The trace should always be perpendicular to the crease in the curved area to be bent. If the inner corners of the flexible ribbon are sharp, tear stops should be added. During the arrangement, copper can be added at the elbows of those corners for reinforcement, or polyimide reinforcement can be specified for the internal corner radius. The reinforcing layer can be laminated when the covering coating is bonded, which is the preferred method to prevent tearing. The best strategy is to avoid using sharp corners in flexible designs.
A very basic checklist for rigid and flexible design includes the following cabling considerations:
The trace shall be curved. Sharp edges along the run shall be avoided.
For rigid and flexible designs, the distance from the hole to the bend is important. That is the distance between the through hole and the rigid soft transition region. For high reliability applications, avoid less than 50 mils. Keep in mind that the rule most likely to be violated in rigid flex design is that most manufacturers do not allow the use of less than 30 mils in commercial applications.
Minimize the number of flexible layers.
Drill copper shall be 10 mils. Copper drilling is very important for rigid deflection.
Keep in mind that rigid flex PCB designs can be costly to manufacture, but can save costs during system assembly.
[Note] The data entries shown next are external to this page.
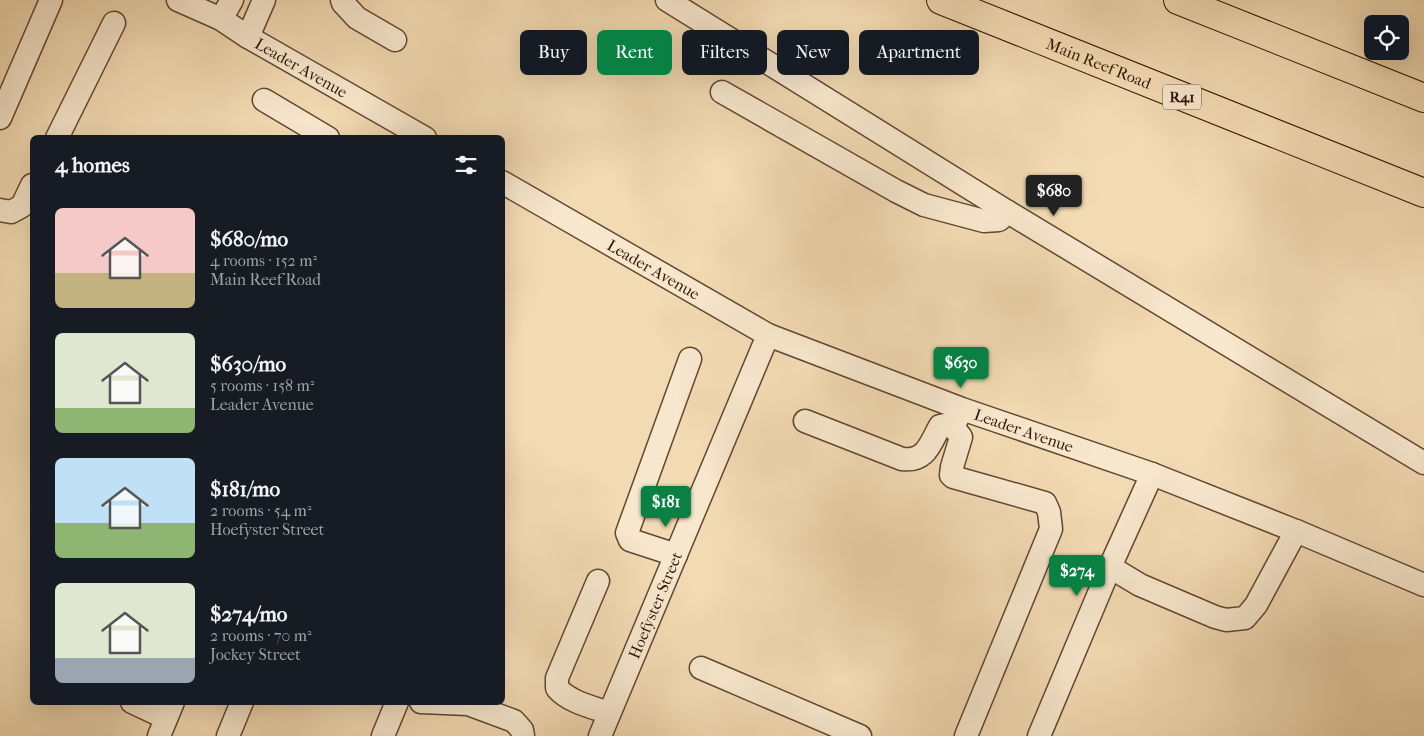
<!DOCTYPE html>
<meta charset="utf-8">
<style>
body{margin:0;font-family:"IM FELL French Canon",serif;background:#242831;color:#f1f3f6;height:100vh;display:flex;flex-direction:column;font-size:19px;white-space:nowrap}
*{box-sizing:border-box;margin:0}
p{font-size:16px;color:#9ea1a6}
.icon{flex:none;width:28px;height:28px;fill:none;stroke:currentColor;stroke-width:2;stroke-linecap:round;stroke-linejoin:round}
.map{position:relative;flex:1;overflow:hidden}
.panel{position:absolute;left:30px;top:135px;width:475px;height:570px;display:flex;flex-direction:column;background:#171b24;border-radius:8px;box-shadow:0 5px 20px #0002}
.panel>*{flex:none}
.guide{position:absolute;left:520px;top:30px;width:475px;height:45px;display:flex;gap:10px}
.buttons{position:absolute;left:1364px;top:15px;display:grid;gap:10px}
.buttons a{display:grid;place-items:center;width:45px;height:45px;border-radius:8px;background:#171b24;box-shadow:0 5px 20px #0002;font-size:25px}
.price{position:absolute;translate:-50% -42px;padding:0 11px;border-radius:5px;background:#0b8043;color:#fff;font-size:16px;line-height:32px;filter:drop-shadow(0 1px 2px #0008)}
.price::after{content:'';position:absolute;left:50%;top:30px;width:15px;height:11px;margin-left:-8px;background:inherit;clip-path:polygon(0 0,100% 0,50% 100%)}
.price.active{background:#222;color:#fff}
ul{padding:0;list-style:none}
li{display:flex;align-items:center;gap:15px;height:125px;padding:0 25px}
li span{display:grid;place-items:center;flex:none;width:140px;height:100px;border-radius:8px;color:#555}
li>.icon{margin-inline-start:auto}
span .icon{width:60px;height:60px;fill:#fffc;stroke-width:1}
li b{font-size:21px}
h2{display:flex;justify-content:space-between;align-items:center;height:60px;padding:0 25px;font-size:21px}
.pill{padding:0 18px;border-radius:8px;background:#171b24;box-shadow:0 5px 20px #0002;font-size:18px;line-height:45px}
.pill.active{background:#0b8043;color:#fff}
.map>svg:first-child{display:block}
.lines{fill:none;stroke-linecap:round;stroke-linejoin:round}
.minor-casing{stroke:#634632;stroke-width:25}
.major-casing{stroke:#331407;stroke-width:30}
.minor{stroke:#f7e7cd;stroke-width:22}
.major{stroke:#f2dab2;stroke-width:28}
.labels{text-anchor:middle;stroke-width:5;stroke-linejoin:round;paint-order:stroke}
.shield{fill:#f7e7cd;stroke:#6e5342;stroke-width:1}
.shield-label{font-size:15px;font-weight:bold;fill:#331407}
.street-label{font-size:16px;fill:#331407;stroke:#f7e7cd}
</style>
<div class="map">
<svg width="1424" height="736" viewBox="0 0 1424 736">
<rect width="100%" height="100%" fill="#f2dab2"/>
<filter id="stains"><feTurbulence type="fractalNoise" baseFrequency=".004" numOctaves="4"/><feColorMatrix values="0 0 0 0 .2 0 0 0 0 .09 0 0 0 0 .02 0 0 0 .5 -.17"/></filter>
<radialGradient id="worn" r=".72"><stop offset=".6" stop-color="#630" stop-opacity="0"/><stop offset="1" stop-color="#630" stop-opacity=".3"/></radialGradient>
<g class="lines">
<defs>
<g id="minor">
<path id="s1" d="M178,0L221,19L248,37L425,138"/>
<polyline points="342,0 343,3 357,18 395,40"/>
<polyline points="667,0 1008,212 1424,463"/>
<polyline points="221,19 232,0"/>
<polyline points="248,37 264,0"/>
<polyline points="722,92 896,191 924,205 984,221 999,220 1008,212"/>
<polyline points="264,100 328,138"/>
<polyline points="0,118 51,0"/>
<polyline points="57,138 114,23"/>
<path id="s2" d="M502,182L768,335L962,409L1152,474L1296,531L1424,585"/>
<polyline points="0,210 11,212 22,206 32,185"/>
<path d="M805,421L902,459C926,462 930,444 940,426L945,425L953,427L958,417"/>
<polyline points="953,427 961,437 952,467 951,475 953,477 1045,503 1049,512 1051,529 966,736"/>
<polyline points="676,555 630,540 627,533 690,359"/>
<polyline points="1110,567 1140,585 1215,617 1226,620 1245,618 1256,605 1296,531"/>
<path d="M598,581L557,678V688C569,702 592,707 609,713"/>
<polyline points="701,668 860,736"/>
<polyline points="132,702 166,718"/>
<polyline points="421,702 468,704 514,721 522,730 523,736"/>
<polyline points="159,736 173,702"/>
<polyline points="228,736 242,702"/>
<polyline points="383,736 397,702"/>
<path id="s3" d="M600,736L768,335"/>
<polyline points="1039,736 1110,567 1152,474"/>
</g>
<g id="major">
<path id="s4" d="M941,0L1424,193"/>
<polyline points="1178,0 1424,98"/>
</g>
</defs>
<!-- minor casing -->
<use href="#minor" class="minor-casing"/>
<!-- major casing -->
<use href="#major" class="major-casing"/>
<!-- minor -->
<use href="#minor" class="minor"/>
<!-- major -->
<use href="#major" class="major"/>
</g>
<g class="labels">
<!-- shield labels -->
<rect class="shield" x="1163" y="84.5" width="38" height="25" rx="4"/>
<g class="shield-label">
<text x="1182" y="102">R41</text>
</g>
<!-- street labels -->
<g class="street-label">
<text dy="6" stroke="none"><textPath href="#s4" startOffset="170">Main Reef Road</textPath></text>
<text dy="6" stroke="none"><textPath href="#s1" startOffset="141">Leader Avenue</textPath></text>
<text dy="6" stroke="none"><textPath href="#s2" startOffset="175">Leader Avenue</textPath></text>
<text dy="6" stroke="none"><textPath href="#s2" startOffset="580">Leader Avenue</textPath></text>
<text dy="6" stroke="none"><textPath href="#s3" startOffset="142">Hoefyster Street</textPath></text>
</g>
</g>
<rect width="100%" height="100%" filter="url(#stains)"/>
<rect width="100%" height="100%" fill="url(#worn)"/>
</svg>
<div class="buttons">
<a><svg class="icon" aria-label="locate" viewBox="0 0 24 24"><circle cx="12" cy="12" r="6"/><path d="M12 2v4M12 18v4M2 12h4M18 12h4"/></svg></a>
</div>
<b class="price active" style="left:1054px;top:217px">$680</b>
<b class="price" style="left:961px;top:389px">$630</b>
<b class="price" style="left:666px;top:528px">$181</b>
<b class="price" style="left:1077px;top:597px">$274</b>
<div class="guide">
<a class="pill">Buy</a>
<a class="pill active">Rent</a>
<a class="pill">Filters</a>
<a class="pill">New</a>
<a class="pill">Apartment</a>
</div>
<section class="panel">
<h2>4 homes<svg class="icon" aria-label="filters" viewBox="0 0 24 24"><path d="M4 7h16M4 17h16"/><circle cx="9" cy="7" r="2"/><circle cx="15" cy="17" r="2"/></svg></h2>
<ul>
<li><span style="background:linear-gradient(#f6c9c9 65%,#c2b280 0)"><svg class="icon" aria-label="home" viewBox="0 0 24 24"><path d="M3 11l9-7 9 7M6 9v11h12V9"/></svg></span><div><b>$680/mo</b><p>4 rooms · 152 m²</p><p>Main Reef Road</p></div></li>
<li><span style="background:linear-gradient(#dfe7d0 75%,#8fb573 0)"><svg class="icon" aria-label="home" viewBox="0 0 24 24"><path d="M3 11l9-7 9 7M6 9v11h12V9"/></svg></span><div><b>$630/mo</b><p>5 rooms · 158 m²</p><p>Leader Avenue</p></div></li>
<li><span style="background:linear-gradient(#bfe0f5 65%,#8fb573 0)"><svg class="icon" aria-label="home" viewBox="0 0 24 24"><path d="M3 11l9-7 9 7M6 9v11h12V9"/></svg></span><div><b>$181/mo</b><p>2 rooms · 54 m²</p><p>Hoefyster Street</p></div></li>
<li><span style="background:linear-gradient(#dfe7d0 75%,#9aa5b1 0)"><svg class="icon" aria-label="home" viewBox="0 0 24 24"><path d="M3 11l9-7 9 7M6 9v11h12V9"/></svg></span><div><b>$274/mo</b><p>2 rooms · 70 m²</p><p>Jockey Street</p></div></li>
</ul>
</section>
</div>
The earlier you consult the PCB manufacturer at the planning stage, the better your PCB will be. PCB manufacturers' timely participation in the design process enables manufacturers to produce PCBs optimized for your final product. The use of rigid flexible PCB in the design will greatly reduce the assembly cost. PCB designers and PCB manufacturers explain how rigid and flexible PCB can reduce assembly costs.